Activity:
For the data below, work out the number of lines containing the string "limit" and answer with that number only.

______________________________

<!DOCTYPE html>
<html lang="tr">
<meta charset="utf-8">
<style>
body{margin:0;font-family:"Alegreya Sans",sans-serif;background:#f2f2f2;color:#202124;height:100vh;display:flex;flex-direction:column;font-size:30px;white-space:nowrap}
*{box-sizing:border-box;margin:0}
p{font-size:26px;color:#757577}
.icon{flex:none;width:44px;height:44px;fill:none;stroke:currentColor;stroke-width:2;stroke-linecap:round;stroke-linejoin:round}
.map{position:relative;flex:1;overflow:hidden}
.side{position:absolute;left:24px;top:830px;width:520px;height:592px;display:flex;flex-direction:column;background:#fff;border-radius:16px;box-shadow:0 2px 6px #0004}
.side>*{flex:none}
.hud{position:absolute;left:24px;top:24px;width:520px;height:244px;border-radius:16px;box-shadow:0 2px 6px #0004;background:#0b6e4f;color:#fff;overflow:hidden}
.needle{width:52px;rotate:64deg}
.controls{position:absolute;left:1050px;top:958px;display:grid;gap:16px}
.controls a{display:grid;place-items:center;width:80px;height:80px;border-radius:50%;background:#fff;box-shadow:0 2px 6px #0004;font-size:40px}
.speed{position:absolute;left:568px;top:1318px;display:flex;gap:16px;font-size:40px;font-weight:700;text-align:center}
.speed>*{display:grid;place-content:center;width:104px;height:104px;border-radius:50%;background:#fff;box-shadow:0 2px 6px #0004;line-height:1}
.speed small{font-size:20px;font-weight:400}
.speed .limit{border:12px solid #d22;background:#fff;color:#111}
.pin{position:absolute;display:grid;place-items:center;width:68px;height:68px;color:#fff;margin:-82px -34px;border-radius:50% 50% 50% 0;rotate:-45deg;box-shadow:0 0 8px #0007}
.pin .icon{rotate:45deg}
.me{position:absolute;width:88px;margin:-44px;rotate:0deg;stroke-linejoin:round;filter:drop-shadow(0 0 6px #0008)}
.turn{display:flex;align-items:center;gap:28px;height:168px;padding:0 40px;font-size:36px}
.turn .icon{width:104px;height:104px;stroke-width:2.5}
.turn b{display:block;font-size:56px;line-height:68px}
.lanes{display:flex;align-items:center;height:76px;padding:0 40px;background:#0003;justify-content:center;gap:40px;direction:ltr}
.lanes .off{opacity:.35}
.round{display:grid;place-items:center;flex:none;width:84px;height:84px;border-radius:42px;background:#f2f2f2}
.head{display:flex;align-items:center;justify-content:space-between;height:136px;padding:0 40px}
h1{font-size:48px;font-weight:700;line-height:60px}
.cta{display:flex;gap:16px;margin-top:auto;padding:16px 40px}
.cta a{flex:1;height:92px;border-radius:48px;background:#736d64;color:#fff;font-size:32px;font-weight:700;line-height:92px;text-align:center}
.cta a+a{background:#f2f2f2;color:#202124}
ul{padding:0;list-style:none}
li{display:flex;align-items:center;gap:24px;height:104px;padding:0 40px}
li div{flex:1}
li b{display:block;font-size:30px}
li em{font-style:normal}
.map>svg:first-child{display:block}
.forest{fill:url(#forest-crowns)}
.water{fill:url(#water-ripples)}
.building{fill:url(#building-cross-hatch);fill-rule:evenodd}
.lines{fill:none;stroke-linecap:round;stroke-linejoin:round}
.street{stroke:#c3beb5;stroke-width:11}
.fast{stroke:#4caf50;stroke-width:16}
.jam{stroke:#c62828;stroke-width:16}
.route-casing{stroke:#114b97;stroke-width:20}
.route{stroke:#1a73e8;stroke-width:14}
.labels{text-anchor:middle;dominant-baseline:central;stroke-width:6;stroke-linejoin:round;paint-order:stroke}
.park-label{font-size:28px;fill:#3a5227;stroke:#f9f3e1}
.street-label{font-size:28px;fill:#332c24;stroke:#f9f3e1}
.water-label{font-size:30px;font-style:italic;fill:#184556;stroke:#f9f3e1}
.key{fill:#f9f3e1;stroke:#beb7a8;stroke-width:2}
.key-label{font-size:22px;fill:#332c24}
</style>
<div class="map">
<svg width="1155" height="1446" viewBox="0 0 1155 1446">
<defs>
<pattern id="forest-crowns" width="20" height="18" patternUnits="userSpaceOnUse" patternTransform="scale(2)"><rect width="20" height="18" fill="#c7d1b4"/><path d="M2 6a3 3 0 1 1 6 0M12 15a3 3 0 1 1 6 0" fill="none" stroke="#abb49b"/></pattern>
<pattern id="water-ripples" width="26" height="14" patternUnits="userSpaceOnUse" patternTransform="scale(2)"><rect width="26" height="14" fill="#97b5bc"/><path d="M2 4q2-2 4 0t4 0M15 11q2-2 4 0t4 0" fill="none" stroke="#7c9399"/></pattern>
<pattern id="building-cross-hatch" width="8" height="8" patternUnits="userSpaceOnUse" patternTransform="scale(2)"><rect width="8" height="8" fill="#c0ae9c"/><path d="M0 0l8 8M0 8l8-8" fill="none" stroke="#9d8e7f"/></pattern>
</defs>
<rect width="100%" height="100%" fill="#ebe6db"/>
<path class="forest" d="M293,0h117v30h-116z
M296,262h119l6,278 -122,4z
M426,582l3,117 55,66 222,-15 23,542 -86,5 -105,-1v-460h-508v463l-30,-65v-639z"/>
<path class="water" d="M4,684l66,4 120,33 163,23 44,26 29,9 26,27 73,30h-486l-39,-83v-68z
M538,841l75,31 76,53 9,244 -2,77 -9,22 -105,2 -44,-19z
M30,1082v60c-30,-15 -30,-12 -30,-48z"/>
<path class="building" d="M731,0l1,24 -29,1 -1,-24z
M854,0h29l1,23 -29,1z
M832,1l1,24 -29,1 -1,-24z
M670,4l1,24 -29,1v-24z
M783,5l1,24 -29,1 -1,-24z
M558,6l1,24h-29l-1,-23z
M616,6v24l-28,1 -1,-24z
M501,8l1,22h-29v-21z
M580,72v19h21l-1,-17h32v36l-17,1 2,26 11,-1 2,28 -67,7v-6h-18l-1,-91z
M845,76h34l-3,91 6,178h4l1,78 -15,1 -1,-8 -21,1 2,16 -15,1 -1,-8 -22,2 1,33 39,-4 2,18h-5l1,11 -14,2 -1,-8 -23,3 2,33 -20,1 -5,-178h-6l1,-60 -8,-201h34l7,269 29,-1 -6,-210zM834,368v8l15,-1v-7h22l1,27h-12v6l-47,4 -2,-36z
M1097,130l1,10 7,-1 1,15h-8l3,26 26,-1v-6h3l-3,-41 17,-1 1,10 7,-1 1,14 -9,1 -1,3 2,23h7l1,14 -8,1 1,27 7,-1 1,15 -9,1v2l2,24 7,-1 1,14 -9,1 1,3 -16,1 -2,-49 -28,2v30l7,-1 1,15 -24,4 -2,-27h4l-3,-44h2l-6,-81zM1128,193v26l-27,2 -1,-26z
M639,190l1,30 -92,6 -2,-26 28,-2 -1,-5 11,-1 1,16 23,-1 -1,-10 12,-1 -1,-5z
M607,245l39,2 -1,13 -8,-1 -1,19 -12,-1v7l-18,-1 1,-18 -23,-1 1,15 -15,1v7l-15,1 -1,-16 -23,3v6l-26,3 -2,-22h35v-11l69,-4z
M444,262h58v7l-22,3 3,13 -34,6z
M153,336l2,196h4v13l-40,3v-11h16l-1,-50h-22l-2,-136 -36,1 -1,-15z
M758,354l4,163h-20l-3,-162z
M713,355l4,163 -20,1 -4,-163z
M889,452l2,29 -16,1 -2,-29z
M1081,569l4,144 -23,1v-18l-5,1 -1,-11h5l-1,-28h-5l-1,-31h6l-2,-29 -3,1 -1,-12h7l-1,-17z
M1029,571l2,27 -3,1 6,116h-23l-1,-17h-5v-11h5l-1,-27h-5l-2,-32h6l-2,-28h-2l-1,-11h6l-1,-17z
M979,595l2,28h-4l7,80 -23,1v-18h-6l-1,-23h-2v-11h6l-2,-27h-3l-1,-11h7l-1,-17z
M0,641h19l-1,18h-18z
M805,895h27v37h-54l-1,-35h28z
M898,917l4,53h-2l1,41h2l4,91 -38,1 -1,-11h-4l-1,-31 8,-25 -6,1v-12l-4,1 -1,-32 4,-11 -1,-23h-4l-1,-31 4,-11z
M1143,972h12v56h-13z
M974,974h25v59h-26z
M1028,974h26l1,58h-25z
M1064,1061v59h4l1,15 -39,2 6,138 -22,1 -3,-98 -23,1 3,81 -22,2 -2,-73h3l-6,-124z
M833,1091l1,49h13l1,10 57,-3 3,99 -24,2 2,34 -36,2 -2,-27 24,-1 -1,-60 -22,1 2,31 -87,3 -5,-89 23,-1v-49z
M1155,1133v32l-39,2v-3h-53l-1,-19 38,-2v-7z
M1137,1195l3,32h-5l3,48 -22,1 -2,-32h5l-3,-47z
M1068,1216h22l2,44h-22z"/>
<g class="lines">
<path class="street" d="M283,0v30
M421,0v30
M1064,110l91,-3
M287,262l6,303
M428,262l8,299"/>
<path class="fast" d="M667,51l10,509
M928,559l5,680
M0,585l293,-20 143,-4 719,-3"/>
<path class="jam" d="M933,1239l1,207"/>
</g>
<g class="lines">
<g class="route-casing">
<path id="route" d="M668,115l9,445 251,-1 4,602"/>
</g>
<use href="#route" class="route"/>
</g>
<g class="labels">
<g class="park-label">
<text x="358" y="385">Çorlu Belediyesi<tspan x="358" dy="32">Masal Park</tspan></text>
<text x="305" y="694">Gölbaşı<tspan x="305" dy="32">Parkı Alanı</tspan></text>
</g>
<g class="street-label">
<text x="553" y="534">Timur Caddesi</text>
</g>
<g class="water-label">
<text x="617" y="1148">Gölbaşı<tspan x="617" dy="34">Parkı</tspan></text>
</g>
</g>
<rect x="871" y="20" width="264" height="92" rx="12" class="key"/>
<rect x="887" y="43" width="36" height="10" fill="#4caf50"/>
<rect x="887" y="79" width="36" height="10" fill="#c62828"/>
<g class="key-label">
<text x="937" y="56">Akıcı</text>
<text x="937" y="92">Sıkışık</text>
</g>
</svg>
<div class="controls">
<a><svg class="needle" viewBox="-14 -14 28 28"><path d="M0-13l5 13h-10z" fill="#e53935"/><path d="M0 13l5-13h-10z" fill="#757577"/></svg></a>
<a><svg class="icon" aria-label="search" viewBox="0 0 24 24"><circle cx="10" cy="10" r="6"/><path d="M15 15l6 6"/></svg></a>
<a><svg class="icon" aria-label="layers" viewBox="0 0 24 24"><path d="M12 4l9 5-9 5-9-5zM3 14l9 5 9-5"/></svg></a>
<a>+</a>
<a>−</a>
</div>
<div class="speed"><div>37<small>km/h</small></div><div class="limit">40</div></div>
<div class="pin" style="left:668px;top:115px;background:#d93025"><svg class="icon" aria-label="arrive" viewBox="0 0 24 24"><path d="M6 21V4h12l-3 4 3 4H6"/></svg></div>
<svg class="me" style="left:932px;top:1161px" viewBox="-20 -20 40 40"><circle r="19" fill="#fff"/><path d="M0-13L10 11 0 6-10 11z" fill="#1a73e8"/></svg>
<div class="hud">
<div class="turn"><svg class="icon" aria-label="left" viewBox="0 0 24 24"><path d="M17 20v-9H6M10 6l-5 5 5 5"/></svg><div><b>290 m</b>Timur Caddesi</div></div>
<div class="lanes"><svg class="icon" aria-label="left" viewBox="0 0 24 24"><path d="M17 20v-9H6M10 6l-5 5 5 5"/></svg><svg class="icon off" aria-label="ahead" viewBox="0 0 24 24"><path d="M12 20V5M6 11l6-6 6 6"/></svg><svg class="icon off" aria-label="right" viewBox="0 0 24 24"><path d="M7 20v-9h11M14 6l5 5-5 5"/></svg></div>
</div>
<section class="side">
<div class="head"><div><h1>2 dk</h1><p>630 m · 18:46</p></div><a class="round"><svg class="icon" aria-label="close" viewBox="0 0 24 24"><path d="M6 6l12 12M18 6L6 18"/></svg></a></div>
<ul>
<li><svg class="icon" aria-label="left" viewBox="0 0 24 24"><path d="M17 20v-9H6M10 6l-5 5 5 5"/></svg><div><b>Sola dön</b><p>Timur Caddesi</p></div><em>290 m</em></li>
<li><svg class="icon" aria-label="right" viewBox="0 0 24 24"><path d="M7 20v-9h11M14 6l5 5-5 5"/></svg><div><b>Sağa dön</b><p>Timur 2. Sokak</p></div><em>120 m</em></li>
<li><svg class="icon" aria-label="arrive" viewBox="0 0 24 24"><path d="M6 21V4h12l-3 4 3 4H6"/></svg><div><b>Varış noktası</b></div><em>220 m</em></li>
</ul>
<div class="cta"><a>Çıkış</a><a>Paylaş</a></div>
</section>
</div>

______________________________

Answer to this exercise:
2